At March 31, 1996, the Partnership had unrestricted cash of $6,486,000 as
compared to $9,302,000 at March 31, 1995. Net cash provided by operating
activities increased due to the increase in net income discussed above along
with the Partnership incurring costs of $1,425,000 during the first quarter of
1995 in relation to a buyout agreement as discussed in "Item 1. Financial
Statements Note E". Net cash used in investing activities increased primarily
as a result of increases in deposits to restricted cash. Net cash used in
financing activities decreased primarily as a result of a difference in the
timing of payments of distributions from the Combined Fund to the Partnership.
The sufficiency of existing liquid assets to meet future liquidity and capital
expenditure requirements is directly related to the level of capital
expenditures required at the properties to adequately maintain the physical
assets and other operating needs of the Partnership. Such assets are currently
thought to be sufficient for any near-term needs of the Partnership. The
mortgage indebtedness of $49,935,000 includes mortgages with maturity dates
ranging from 1996 through 2016. A balloon payment on the mortgage encumbering
the Partnership's Hampton Inn - North Dallas property is due in December 1996 in
the amount of approximately $2,927,000. The Partnership's consolidated joint
venture, the Combined Fund, has balloon payments due in August 1996 of
approximately $35,323,000. The Partnership's remaining properties have balloon
payments due in 1998 and 2016. The Managing General Partner is currently
evaluating the feasibility of selling all of the investment properties (as
discussed in further detail below) or the refinancing opportunities. Future
cash distributions will depend on the levels of cash generated from operations,
property sales, and the availability of cash reserves.
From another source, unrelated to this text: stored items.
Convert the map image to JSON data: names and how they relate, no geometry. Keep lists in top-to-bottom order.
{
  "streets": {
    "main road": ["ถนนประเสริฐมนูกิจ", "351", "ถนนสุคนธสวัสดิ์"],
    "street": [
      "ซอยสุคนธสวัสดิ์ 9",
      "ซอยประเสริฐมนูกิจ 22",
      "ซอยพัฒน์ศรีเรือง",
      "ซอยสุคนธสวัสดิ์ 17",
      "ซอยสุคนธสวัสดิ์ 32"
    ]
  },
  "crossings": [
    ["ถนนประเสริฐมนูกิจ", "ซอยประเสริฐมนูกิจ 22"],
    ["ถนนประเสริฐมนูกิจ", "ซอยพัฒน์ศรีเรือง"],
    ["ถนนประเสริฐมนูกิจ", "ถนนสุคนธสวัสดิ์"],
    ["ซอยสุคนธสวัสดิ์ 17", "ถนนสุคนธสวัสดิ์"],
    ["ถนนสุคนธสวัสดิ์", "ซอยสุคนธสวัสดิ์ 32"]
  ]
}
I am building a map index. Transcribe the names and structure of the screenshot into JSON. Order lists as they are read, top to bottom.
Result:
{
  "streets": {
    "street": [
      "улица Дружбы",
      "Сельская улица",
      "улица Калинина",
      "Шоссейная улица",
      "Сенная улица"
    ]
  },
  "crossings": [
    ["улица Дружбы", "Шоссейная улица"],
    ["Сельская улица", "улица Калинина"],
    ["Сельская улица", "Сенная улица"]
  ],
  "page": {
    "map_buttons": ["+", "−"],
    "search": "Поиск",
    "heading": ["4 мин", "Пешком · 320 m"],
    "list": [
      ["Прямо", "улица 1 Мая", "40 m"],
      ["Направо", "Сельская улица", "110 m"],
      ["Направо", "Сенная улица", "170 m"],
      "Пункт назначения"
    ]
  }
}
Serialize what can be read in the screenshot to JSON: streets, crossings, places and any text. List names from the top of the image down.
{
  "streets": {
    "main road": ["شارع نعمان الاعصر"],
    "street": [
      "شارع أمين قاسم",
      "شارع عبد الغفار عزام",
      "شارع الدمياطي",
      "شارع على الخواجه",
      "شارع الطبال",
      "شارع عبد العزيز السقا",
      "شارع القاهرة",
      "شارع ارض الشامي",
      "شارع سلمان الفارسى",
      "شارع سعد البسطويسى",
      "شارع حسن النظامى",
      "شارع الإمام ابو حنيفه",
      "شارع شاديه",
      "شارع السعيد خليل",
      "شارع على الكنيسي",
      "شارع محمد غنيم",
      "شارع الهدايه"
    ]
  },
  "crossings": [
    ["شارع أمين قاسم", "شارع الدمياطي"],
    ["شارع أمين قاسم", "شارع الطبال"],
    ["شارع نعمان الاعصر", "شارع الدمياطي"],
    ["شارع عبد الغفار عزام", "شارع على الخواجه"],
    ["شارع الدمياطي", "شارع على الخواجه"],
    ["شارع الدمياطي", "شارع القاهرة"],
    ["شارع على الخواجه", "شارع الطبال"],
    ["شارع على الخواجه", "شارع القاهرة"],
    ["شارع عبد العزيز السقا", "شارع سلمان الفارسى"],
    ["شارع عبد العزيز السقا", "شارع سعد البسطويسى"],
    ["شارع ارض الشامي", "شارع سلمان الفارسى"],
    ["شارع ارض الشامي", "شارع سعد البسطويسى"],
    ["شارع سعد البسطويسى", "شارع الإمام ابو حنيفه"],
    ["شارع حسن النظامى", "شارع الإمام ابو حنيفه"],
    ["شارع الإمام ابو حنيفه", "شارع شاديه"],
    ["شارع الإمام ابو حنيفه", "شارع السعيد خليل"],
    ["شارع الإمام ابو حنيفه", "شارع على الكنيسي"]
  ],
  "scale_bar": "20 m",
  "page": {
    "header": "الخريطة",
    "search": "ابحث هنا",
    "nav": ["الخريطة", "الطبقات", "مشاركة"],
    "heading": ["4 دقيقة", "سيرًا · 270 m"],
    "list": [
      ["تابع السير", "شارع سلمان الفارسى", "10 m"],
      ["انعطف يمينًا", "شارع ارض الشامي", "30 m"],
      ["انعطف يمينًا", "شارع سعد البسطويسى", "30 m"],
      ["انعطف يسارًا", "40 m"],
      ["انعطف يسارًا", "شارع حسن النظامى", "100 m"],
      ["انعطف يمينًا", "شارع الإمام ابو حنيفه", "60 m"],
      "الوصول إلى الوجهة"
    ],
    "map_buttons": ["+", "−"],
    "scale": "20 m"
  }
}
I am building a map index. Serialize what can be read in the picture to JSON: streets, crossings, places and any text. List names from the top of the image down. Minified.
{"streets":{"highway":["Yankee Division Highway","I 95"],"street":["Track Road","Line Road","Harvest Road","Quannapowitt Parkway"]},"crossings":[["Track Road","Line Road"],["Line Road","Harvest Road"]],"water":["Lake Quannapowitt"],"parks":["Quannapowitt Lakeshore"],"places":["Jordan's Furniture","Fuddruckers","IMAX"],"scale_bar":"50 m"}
A cash distribution of
approximately $865,000 was paid to the partners in the first quarters of 1996
and 1995.
On February 15, 1996, Devon Associates, a New York general partnership,
commenced a tender offer (the "Offer") for up to 21,000 of the outstanding Units
at a purchase price of $750.00 per Unit. Due to the participation in the tender
offer by affiliates of NPI Realty, and the Managing General Partner's related,
existing and potential conflicts of interest, the Partnership, in its Schedule
14D-9 filed with Securities and Exchange Commission and sent to limited
partners, expressed no opinion and made no recommendation as to whether limited
partners should tender their Units pursuant to the Offer. The expiration of the
tender offers described above was midnight, New York time, on March 25, 1996.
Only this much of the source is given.